For the purpose of economical considerations, I consider a discrete period of $n \in {1, ..., 40}$, during which a negative event (e.g. fire) can occur - it follows Bernoulli distribution $P$ (yes-no distribution) with a success probability of $\alpha$. I want to study the value of a certain good (a house in this example) $W_n$ throughout the periods $n$ (the underlying values $V_1$, ..., $V_n$ which do not account for the negative events are known; $W_1$, ... $W_n$ are the prices with penalities due to fires) - the problem is: each time event occurs the value decreases by the parameter $p \in (0,1)$ and then $p$ linearly reverts by $m$ periods to 1 and still affects such periods during which it reverts.
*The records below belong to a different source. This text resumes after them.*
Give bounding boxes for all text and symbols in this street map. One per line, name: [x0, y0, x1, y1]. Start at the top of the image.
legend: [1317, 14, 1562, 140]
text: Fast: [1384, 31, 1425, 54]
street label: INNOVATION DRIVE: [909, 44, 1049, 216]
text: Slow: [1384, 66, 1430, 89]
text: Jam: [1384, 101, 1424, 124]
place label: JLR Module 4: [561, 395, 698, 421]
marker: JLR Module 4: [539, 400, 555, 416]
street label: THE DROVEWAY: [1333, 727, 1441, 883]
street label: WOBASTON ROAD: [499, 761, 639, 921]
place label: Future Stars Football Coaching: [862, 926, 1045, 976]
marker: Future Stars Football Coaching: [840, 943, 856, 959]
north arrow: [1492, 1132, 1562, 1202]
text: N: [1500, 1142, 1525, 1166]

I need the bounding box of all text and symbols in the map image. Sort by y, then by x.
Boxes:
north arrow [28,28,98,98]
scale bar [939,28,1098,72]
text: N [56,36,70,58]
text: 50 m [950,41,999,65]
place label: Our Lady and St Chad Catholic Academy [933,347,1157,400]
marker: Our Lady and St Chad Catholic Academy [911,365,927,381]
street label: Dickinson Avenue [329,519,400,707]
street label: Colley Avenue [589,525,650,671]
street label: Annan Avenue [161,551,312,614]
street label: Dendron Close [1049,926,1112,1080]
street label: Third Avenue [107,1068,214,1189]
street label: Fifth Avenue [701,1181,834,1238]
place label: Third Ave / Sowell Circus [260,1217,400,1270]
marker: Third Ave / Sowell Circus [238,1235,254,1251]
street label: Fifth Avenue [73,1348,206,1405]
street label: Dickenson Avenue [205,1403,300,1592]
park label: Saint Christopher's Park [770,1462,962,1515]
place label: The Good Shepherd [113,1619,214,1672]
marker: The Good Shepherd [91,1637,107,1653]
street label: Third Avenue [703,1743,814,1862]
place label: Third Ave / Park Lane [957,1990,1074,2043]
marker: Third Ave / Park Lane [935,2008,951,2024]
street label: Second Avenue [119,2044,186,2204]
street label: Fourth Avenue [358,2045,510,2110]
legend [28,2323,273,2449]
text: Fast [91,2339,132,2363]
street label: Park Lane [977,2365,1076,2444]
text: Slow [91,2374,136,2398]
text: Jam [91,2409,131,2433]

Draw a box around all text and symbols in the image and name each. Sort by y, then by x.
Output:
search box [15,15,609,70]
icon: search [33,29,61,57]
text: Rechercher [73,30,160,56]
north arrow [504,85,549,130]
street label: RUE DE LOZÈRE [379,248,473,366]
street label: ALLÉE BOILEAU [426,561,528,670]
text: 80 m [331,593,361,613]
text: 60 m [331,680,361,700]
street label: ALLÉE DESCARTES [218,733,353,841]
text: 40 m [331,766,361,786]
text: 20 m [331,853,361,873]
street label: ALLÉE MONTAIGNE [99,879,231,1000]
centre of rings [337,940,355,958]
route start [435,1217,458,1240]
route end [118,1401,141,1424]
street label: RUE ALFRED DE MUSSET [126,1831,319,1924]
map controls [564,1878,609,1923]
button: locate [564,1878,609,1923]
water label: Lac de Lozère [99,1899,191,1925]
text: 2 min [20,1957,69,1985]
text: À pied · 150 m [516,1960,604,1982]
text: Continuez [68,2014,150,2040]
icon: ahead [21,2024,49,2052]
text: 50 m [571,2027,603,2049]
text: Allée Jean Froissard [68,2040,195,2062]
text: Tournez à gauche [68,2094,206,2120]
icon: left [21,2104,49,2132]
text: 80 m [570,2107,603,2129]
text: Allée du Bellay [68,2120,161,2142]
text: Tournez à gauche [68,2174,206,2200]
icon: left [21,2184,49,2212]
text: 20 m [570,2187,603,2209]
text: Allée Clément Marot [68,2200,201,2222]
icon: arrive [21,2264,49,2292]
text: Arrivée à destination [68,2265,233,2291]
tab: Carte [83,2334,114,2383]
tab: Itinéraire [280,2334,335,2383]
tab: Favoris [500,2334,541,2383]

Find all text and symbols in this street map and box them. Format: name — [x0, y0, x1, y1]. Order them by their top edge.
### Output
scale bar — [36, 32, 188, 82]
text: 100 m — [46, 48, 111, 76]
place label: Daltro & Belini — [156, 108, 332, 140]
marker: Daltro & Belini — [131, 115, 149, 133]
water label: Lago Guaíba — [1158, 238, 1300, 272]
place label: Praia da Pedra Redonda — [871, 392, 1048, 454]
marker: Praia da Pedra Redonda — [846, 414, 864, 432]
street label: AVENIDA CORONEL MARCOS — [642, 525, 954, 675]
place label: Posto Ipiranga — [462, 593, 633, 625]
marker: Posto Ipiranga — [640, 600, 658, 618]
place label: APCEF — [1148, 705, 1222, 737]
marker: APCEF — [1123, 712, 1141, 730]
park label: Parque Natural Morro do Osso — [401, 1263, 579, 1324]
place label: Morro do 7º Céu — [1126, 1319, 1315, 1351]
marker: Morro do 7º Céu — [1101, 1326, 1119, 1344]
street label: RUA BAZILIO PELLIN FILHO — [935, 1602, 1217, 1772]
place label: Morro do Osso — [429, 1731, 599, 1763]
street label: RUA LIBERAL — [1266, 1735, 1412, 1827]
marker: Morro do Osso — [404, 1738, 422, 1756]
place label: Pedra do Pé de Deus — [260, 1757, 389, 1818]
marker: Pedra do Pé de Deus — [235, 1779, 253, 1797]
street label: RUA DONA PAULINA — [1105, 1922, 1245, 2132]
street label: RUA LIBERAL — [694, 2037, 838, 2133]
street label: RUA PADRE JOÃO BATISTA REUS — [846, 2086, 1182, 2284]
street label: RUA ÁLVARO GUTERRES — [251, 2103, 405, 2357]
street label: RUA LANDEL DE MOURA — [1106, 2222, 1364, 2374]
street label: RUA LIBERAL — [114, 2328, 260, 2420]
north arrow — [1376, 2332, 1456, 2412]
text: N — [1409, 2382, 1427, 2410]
E.g. fire happening to the house in $n = 1$ would set $W_1$ to $(1-p)V_1$ and consequently, assuming $m = 3$ and no further fires happening, $W_2 = (1- \frac{2}{3}p) V_2$, ..., $W_4$ = $V_4$, ..., $W_{40}$ = $V_{40}$. Two other examples:
- No fire for $n = 1$ would translate to $W_1$ = $V_1$.
- Assuming $m = 3$. Two consequtive sucessful Bernoulli trials for $n = 1,2$ would result in $W_1 = (1-p) V1$ and $W_2 = (1-p)*(1- \frac{2}{3}p)V_2$.
Question: I see this as a recurrence problem depending on $m$. However, is the close form formula for the expected value of $W_n$ possible to obtain?